To me, there is a compelling argument for  associating descriptions of some
flavor, be it DTDs or schemata, with namespaces: namespaces as they stand
break DTD's.  There are contorted ways, perhaps, of validating documents that
use the namespace notations, but not anything that is usable in practice.  The
idea of a single DTD for a multiplicity of documents simply doesn't work when
that DTD needs to contain different names according to the prefixes of the
namespaces it applies to.  In other words, if document A uses foo:z to refer
to element z of namespace N while document B uses bar:z to refer to element z
of namespace N, then A requires the DTD to describe foo:z while B requires it
to describe bar:z.  Of course, what we really want in the DTD is simply a
description of z with no prefixes at all.

keshlam@us.ibm.com wrote:

> Attributes of the form
>
>      xmlns-binding:namespace-prefix="associated-uri-reference"
>
> would be taken as declaring that the associated-uri-reference was associate
> with the namespace signified by the previously declared namespace-prefix.
> For example:
>      <myns:foo
>           xmlns:myns="http://my.namespace.name.com"
>           xmlns-binding:myns="#"/>
>
> would bind the relative URI reference "#" to the namespace name
> "http://my.namespace.name.com".
>
> The interpretation of that binding is not specified at this time (since I'm
> just trying to show an alternative to using the namespace name directly,
> and the meaning of that is likewise is unspecified).

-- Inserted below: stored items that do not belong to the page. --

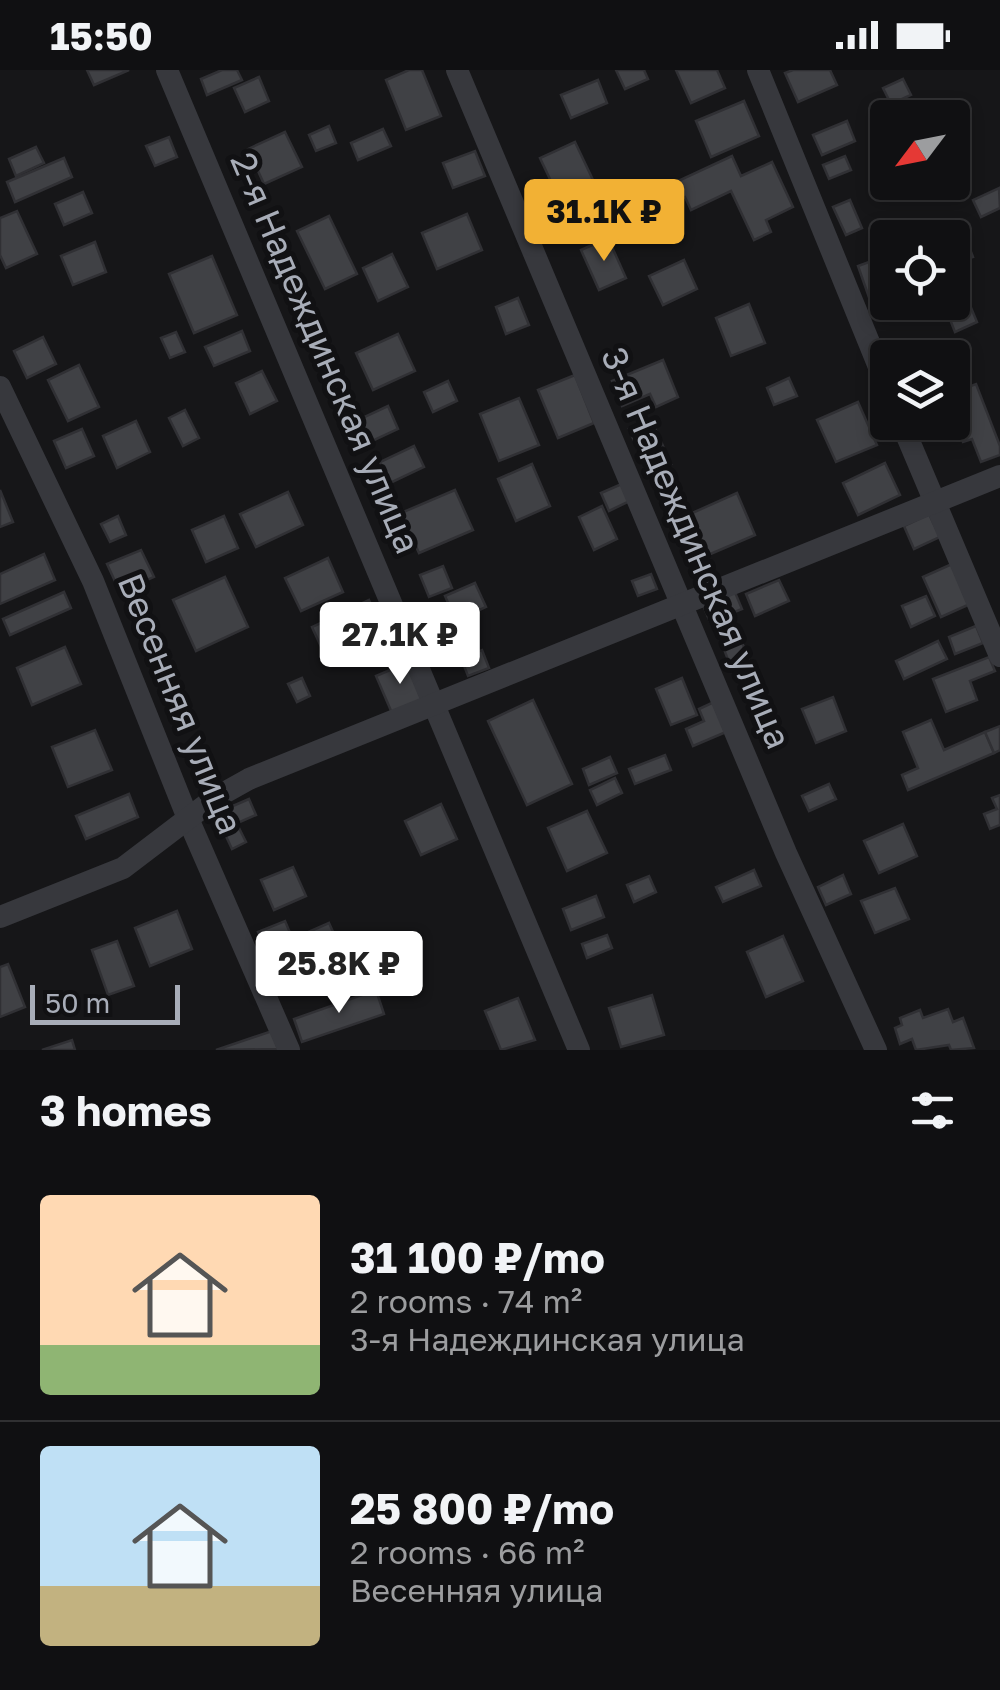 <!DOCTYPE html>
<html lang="en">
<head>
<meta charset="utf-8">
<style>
  body { margin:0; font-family:"Golos Text",sans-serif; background:#1e1e20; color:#f1f3f6; height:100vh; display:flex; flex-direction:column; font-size:38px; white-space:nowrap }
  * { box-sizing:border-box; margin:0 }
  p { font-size:32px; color:#9c9d9f }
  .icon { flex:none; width:55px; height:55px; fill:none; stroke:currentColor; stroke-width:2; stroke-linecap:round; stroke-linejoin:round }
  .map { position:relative; height:980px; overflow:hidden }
  .sheet { display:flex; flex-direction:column; background:#101012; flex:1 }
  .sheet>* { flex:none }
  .needle { width:65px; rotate:238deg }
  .tools { position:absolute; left:870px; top:30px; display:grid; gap:20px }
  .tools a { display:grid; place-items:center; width:100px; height:100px; border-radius:10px; background:#101012; box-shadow:0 5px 15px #0003,0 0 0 2px #303032; font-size:50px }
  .scale { position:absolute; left:30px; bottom:25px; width:150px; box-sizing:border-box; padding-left:10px; border:5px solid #a8adb8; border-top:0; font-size:28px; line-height:35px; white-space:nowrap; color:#a8adb8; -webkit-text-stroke:8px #111113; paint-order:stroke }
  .price { position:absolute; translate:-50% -85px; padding:0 22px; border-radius:10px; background:#fff; color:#222; font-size:32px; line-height:65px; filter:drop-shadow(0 2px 5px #0008) }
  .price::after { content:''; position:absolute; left:50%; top:60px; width:30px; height:22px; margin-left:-15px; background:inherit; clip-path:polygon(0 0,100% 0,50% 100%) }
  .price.active { background:#f2b134; color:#111 }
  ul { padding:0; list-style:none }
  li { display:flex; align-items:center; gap:30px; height:250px; padding:0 40px }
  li+li { border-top:2px solid #303032 }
  li span { display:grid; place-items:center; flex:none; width:280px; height:200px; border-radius:10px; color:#555 }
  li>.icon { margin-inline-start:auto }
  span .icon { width:120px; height:120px; fill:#fffc; stroke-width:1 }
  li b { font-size:42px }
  h2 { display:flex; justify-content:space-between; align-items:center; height:120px; padding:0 40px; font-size:42px }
  .status { display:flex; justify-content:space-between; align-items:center; height:70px; padding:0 50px; background:#101012; direction:ltr }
  .status svg { height:28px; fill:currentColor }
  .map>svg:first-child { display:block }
  .building { fill:#404145; stroke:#303034; stroke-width:2.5 }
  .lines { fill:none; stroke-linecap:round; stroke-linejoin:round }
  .street { stroke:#37383d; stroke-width:22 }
  .labels { text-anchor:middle; stroke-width:10; stroke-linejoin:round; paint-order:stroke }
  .street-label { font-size:35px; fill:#a8adb8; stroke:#111113 }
</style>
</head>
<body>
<div class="status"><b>15:50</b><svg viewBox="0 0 49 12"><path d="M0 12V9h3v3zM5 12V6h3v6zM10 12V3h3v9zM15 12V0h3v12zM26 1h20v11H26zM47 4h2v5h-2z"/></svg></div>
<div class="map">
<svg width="1000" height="980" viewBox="0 0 1000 980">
  <rect width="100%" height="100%" fill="#161618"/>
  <g class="building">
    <polygon points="87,0 129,0 94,15"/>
    <polygon points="222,0 237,0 242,10 207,25 201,9"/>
    <polygon points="409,0 422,0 441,46 406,60 386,10"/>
    <polygon points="616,0 644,0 648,9 625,19"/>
    <polygon points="676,0 717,0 725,18 691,33"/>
    <polygon points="793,0 830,0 837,15 798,32 785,3"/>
    <polygon points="259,7 269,31 245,42 234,18"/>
    <polygon points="903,9 911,25 891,34 883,18"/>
    <polygon points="598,10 607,33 571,48 561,25"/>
    <polygon points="744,31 759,66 711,87 696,51"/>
    <polygon points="847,51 855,71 822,85 813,65"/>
    <polygon points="329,56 336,73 316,81 309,65"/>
    <polygon points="383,59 391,76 358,90 351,73"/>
    <polygon points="285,62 302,97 264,114 248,79"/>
    <polygon points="169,67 177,87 155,96 146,76"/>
    <polygon points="575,72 602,129 567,145 540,88"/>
    <polygon points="36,77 44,93 16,106 9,89"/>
    <polygon points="475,81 485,106 453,118 443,93"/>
    <polygon points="732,86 741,106 772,92 793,137 766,150 771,162 754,170 731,121 691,140 685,127 672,132 665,117"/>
    <polygon points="845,86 851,100 829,109 823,95"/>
    <polygon points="64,88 72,107 15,132 7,112"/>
    <polygon points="999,118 1000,138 981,147 973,130"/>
    <polygon points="83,122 92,143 64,155 55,134"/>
    <polygon points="850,130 862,158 846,165 833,137"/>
    <polygon points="599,140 608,158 578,172 570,154"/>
    <polygon points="17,141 37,184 6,198 0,185 0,148"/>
    <polygon points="467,144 482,180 437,199 422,163"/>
    <polygon points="329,146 357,204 325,219 297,161"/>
    <polygon points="961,156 973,187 952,194 952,168 930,168"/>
    <polygon points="608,168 626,208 599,220 581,180"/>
    <polygon points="95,172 106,202 73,215 61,186"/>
    <polygon points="392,184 408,217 378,231 363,198"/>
    <polygon points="888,185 888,230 872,236 858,196"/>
    <polygon points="212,186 237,245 194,263 169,204"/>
    <polygon points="684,190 697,219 663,235 649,206"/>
    <polygon points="518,228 529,255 506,264 496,237"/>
    <polygon points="967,228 977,252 955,262 945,237"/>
    <polygon points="749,234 765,273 731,286 716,248"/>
    <polygon points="242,261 250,281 214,296 205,277"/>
    <polygon points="176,262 185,282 170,288 161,268"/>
    <polygon points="398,264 415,301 373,320 356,283"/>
    <polygon points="43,267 56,294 27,308 14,281"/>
    <polygon points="663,290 678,327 656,337 650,324 622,336 612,311"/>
    <polygon points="79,295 99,337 68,351 48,310"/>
    <polygon points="262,301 277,331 250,344 236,313"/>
    <polygon points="575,305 594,353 558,368 538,320"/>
    <polygon points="789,308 797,326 774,335 767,318"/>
    <polygon points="448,311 457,331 433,342 424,322"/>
    <polygon points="976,314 1000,376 1000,385 981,392 972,369 963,372 952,344 952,323"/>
    <polygon points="519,328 539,375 499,391 480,344"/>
    <polygon points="858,332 877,375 836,392 817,350"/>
    <polygon points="388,336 398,359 355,379 345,356"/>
    <polygon points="185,340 199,368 183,376 169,348"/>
    <polygon points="651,349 671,394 648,404 629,359"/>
    <polygon points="136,351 150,382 117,398 103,366"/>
    <polygon points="82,359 94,386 66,398 54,371"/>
    <polygon points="414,376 424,397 390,413 380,392"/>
    <polygon points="885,393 900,425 858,445 843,413"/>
    <polygon points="532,394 550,436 516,451 498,409"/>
    <polygon points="624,413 632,430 609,441 601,423"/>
    <polygon points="0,420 13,452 0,457"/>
    <polygon points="455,420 473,460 419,483 401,443"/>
    <polygon points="288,422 303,455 256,477 240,444"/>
    <polygon points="737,423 755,465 708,485 690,444"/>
    <polygon points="602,436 617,469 594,480 579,447"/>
    <polygon points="929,444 940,467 914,479 904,456"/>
    <polygon points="118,446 126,465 110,472 101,454"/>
    <polygon points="224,446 238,478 206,492 192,460"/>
    <polygon points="141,480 154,507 120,522 107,494"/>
    <polygon points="44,484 55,510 0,534 0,504"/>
    <polygon points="328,488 343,522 301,541 285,508"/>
    <polygon points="952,494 970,534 941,547 923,507"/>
    <polygon points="443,496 452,518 429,527 420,505"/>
    <polygon points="651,504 657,519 638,526 632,511"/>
    <polygon points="225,507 248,557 196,581 173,530"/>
    <polygon points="779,510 789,531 755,546 746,524"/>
    <polygon points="475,513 486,537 456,551 445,526"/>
    <polygon points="734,520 742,539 710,552 702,533"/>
    <polygon points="64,522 71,538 10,565 3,549"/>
    <polygon points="926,526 935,546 911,557 902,536"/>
    <polygon points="369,530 386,567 329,594 312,557"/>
    <polygon points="976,556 983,573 955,584 949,567"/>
    <polygon points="740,567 751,596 733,603 722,574"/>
    <polygon points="938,571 947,589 904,609 896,591"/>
    <polygon points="65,577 81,614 32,635 17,598"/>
    <polygon points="482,580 489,598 468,606 461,588"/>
    <polygon points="989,587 995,601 970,611 977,630 946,642 933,609"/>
    <polygon points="409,592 424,629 392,643 376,606"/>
    <polygon points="302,608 310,626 297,632 288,614"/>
    <polygon points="682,608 697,645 671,655 656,619"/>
    <polygon points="833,627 846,661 816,673 802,639"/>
    <polygon points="533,630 572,714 527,735 488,651"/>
    <polygon points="714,632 726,662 693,676 686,659 704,651 699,639"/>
    <polygon points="931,650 944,680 985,662 994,683 908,720 902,705 918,698 903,662"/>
    <polygon points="1000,656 1000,680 994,683 985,662"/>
    <polygon points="95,660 112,700 68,717 52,677"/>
    <polygon points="665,685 671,700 635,714 629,699"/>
    <polygon points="610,687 617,703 589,715 583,699"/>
    <polygon points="615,708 622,723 597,735 590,720"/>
    <polygon points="829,714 836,729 809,741 802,726"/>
    <polygon points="129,724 138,747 86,769 76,746"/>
    <polygon points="1000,725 1000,755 990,759 984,744 997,739 992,728"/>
    <polygon points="249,729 256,745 226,758 219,742"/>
    <polygon points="441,734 457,769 421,785 405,751"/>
    <polygon points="587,741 607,783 567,801 548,758"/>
    <polygon points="903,754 917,786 879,803 864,771"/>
    <polygon points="238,756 246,772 232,779 224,762"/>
    <polygon points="293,797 306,826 274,840 261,810"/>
    <polygon points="754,800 761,816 723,832 716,817"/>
    <polygon points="843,805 851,824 826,835 818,817"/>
    <polygon points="649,806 656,822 634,832 627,815"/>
    <polygon points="895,818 909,849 875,863 861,831"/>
    <polygon points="596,826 604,847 571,860 563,839"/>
    <polygon points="177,841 192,879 150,896 135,858"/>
    <polygon points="285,851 291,865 264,876 258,862"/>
    <polygon points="329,853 345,888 303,906 288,871"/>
    <polygon points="607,865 612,878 587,888 582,874"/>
    <polygon points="783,866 803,911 766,927 747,882"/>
    <polygon points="117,871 134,916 108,925 92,880"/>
    <polygon points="370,884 383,910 361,921 349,894"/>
    <polygon points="8,894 25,937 0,947 0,897"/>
    <polygon points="376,920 384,944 302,972 294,949"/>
    <polygon points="652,925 664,965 621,977 609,938"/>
    <polygon points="518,928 535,970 501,980 485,941"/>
    <polygon points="948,939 953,952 963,948 974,978 951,980 949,975 916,980 912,969 900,974 895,958 902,955 900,948 920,940 923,948"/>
    <polygon points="272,961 278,979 216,980"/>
    <polygon points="72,970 75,980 42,980"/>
  </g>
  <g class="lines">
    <g class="street">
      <polyline points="167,0 579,980"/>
      <polyline points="457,0 786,783 876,980"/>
      <polyline points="758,0 888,319"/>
      <polyline points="0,317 93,511 189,751 289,980"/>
      <polyline points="901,352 1000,586"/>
      <polyline points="0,847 123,798 215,728 249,709 1000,406"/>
    </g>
  </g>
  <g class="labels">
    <g class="street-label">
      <text transform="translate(325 283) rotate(67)" y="12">2-я Надеждинская улица</text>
      <text transform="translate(696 478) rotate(67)" y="12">3-я Надеждинская улица</text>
      <text transform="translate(180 634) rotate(68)" y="12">Весенняя улица</text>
    </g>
  </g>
</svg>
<div class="tools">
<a><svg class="needle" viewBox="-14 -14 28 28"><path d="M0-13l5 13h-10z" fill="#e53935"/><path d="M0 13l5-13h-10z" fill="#9c9d9f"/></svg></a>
<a><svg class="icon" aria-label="locate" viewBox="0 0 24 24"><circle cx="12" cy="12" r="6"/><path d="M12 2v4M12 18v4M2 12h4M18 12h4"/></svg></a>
<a><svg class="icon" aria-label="layers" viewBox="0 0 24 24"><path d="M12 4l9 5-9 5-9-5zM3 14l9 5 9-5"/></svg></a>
</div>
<div class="scale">50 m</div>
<b class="price active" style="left:604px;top:194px">31.1K ₽</b>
<b class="price" style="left:400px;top:617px">27.1K ₽</b>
<b class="price" style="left:339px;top:946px">25.8K ₽</b>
</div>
<section class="sheet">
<h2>3 homes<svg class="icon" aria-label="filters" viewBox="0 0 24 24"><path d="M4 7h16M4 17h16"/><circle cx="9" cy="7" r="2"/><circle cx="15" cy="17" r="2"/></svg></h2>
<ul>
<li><span style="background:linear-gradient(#ffd9b3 75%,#8fb573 0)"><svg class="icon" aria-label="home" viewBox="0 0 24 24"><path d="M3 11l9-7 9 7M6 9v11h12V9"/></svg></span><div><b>31 100 ₽/mo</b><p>2 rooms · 74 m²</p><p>3-я Надеждинская улица</p></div></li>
<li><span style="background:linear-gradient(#bfe0f5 70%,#c2b280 0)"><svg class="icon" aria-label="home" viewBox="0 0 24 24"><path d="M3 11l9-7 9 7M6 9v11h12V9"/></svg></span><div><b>25 800 ₽/mo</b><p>2 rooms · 66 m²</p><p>Весенняя улица</p></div></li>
</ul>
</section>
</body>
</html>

That seems to me an excellent idea.  In particular, the xmlns-binding
mechanism could be used to specify a DTD whose names would be implicitly
prefixed with the namespace's prefix.  This arrangement works even when a
particular namespace is referred to within a single document via multiple
prefixes (and corresponding xmlns attributes); each prefix then defines an
implicit prefix for the DTD's names.

It appears that DTD's are somewhat out of fashion now, with schemata as the
intended replacement.   But remember -- they are still very much in XML 1.0.
In fact, they are the *only* type definition mechanism in XML 1.0.